**TASK DETAILS**
Starting at the line that contains "List all text", restate each line word for word through the final line of the data, keeping both ends.

(Dataset entries)
====
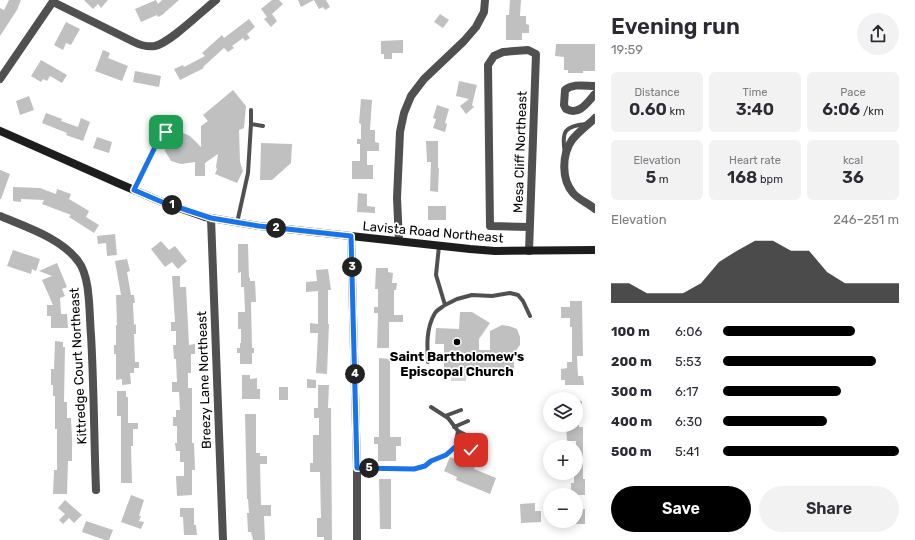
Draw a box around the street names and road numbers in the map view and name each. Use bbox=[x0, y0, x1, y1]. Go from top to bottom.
street label: Mesa Cliff Northeast bbox=[510, 91, 530, 213]
street label: Lavista Road Northeast bbox=[362, 218, 504, 246]
street label: Kittredge Court Northeast bbox=[66, 287, 91, 445]
street label: Breezy Lane Northeast bbox=[194, 311, 214, 449]

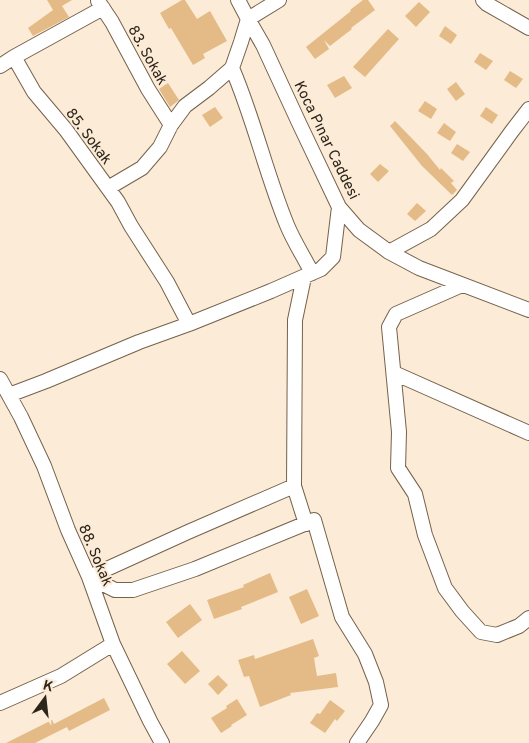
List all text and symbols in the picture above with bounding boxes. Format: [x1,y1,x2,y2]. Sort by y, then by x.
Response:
street label: 83. Sokak [122,22,171,89]
street label: Koca Pınar Caddesi [289,78,363,203]
street label: 85. Sokak [60,105,115,169]
street label: 88. Sokak [73,522,116,590]
north arrow [20,673,70,723]
text: K [41,677,55,696]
====
**ANSWER FOR THE TASK**
List all text and symbols in the picture above with bounding boxes. Format: [x1,y1,x2,y2]. Sort by y, then by x.
Response:
street label: 83. Sokak [122,22,171,89]
street label: Koca Pınar Caddesi [289,78,363,203]
street label: 85. Sokak [60,105,115,169]
street label: 88. Sokak [73,522,116,590]
north arrow [20,673,70,723]
text: K [41,677,55,696]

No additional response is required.